# WORK REQUIRED
Among the entries below, which lines include the string "center"? Show each one.

++++++++++

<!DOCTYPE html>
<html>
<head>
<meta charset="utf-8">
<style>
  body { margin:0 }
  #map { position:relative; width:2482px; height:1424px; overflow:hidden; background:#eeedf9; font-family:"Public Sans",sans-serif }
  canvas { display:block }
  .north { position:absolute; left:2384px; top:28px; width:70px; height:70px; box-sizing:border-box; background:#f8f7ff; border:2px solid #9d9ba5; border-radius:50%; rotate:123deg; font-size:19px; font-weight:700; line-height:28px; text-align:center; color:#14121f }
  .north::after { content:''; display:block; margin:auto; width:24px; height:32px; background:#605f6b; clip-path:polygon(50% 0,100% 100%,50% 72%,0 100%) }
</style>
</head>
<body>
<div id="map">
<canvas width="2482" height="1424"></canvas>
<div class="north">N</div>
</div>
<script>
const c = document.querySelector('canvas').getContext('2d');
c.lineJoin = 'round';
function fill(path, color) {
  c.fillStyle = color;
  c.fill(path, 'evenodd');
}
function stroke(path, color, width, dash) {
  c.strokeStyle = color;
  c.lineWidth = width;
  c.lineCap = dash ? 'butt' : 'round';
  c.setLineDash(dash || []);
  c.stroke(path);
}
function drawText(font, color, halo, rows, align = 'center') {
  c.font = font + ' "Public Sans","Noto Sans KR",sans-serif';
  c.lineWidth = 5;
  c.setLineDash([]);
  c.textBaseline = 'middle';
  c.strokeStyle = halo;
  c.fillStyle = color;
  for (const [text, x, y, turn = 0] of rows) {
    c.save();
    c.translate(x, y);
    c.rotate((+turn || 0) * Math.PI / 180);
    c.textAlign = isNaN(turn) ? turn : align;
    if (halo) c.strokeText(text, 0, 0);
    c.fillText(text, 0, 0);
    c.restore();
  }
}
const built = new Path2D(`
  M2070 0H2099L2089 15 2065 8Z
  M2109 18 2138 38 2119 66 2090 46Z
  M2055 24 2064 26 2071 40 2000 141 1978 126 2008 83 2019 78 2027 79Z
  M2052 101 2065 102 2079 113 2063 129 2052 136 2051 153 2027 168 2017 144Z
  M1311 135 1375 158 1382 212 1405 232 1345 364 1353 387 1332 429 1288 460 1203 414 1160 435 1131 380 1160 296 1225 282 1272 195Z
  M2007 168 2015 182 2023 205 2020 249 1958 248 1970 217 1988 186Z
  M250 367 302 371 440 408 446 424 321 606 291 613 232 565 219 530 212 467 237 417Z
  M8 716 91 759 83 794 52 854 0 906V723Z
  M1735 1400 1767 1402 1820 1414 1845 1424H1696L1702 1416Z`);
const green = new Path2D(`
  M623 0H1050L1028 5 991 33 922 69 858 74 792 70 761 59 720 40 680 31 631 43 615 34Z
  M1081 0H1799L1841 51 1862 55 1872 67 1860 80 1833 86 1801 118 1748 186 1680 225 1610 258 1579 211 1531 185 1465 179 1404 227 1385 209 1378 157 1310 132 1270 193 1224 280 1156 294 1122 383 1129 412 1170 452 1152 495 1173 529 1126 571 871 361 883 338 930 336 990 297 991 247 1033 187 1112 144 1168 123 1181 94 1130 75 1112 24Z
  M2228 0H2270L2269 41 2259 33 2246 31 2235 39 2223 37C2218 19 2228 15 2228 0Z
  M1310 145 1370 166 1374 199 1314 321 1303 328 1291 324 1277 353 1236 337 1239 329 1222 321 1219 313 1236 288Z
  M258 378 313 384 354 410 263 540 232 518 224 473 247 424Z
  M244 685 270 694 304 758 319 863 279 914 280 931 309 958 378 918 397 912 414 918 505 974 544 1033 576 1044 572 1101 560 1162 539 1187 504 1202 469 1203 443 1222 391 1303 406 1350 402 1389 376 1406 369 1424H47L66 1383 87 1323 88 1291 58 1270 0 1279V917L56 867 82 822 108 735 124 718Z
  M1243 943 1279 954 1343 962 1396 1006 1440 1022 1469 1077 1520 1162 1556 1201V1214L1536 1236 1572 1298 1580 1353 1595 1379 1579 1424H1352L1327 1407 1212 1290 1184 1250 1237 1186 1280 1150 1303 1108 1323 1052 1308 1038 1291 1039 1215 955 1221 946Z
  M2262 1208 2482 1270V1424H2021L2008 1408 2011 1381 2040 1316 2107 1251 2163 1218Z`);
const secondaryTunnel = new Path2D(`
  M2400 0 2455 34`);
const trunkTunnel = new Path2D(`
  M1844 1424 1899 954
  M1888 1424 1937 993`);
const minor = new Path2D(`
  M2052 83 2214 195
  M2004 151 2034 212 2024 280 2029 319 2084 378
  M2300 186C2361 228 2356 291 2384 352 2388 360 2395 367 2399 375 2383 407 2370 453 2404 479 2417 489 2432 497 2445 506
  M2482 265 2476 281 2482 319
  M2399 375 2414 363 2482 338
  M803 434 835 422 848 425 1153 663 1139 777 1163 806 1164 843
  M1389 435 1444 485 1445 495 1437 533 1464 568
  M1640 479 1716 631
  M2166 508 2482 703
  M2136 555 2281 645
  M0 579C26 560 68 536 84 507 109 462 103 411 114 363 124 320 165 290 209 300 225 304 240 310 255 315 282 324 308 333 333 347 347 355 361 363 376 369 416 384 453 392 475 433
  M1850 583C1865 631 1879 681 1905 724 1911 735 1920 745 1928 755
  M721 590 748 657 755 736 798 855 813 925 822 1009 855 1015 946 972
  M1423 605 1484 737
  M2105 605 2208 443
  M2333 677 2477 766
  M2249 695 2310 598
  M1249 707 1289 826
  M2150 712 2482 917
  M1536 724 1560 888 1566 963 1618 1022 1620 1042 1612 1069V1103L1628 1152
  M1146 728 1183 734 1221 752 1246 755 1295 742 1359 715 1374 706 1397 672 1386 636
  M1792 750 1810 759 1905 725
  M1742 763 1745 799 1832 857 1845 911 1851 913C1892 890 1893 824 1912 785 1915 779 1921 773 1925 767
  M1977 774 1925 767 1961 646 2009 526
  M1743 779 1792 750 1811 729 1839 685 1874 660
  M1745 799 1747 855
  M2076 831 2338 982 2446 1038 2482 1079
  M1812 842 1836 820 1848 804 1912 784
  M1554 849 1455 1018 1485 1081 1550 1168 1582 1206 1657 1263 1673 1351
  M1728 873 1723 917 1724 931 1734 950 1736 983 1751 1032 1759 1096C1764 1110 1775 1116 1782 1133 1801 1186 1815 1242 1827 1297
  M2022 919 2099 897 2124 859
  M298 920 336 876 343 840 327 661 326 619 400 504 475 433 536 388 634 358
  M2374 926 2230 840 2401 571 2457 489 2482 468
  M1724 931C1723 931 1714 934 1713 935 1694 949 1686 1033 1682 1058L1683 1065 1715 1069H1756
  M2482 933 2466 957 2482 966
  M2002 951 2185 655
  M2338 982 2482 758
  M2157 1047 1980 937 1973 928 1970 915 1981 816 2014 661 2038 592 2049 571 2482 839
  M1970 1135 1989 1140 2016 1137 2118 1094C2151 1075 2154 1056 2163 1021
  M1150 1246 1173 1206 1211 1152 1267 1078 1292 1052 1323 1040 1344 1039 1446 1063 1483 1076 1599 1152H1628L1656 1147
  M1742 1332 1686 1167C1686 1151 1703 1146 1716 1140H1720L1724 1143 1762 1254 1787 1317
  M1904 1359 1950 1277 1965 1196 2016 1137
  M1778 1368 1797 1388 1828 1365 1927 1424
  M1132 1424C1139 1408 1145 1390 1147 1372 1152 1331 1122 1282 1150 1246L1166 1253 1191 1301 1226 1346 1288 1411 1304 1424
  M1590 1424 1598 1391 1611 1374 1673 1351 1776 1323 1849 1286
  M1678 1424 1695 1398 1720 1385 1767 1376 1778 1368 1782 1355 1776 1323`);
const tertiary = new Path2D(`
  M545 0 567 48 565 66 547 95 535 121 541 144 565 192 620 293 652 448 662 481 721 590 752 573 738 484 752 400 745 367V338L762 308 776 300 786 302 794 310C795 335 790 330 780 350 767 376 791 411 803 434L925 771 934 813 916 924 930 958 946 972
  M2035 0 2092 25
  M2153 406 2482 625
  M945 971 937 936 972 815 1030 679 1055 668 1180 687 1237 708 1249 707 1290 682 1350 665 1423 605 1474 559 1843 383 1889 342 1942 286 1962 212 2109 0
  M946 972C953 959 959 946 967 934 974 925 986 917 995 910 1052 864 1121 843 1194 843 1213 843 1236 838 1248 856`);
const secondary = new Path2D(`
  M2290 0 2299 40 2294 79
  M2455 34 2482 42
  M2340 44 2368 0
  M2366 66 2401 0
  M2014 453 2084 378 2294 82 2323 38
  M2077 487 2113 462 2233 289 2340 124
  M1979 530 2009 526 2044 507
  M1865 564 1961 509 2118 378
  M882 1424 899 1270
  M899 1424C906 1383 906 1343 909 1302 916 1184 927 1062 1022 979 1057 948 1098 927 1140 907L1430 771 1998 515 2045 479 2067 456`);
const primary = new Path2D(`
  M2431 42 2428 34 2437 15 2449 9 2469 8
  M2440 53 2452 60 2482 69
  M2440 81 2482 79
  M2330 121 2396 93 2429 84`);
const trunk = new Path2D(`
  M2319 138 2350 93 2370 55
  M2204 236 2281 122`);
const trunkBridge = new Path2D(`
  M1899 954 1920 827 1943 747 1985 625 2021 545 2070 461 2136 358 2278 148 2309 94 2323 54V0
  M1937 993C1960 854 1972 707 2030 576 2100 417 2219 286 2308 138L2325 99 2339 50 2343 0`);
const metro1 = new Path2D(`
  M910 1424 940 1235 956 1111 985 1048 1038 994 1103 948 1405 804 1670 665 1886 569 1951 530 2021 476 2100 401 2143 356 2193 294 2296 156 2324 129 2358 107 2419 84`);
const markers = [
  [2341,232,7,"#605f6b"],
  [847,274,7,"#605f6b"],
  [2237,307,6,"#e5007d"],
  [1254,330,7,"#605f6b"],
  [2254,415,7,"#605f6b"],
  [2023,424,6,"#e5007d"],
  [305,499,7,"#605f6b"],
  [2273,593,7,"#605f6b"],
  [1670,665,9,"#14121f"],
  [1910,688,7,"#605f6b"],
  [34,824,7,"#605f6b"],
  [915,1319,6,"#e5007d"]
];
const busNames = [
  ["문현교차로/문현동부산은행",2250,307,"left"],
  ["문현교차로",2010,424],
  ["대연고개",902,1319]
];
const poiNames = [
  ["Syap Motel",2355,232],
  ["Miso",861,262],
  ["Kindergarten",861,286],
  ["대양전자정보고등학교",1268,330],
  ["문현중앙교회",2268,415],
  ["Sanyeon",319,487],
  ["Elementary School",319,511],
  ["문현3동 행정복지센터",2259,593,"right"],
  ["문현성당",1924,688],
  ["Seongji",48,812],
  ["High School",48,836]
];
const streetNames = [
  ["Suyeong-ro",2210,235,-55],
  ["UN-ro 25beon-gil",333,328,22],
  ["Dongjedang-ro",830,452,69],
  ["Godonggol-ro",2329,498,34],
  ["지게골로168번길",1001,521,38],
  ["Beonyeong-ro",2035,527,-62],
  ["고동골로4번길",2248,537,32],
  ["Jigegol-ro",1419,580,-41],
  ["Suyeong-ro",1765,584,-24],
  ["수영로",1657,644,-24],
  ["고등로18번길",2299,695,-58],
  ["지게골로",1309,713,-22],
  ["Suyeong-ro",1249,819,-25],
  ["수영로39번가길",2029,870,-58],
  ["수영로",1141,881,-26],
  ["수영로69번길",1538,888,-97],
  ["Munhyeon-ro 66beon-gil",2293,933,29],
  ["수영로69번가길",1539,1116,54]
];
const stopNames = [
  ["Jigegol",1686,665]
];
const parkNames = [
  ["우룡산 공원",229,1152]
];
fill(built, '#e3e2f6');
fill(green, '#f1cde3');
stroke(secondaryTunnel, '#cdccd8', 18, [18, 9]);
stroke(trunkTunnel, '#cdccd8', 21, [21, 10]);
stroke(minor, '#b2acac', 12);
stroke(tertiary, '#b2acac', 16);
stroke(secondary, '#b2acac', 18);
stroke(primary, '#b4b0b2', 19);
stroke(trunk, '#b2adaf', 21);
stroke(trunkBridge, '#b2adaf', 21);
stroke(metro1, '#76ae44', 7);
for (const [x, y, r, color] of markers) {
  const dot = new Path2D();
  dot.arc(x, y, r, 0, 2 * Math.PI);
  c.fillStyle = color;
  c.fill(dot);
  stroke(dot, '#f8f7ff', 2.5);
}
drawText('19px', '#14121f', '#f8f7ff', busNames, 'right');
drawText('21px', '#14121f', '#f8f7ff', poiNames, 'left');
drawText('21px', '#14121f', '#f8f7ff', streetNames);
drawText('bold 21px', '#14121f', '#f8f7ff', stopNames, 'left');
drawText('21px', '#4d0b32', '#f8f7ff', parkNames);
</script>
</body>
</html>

++++++++++

# WRITTEN SOLUTION
  .north { position:absolute; left:2384px; top:28px; width:70px; height:70px; box-sizing:border-box; background:#f8f7ff; border:2px solid #9d9ba5; border-radius:50%; rotate:123deg; font-size:19px; font-weight:700; line-height:28px; text-align:center; color:#14121f }
function drawText(font, color, halo, rows, align = 'center') {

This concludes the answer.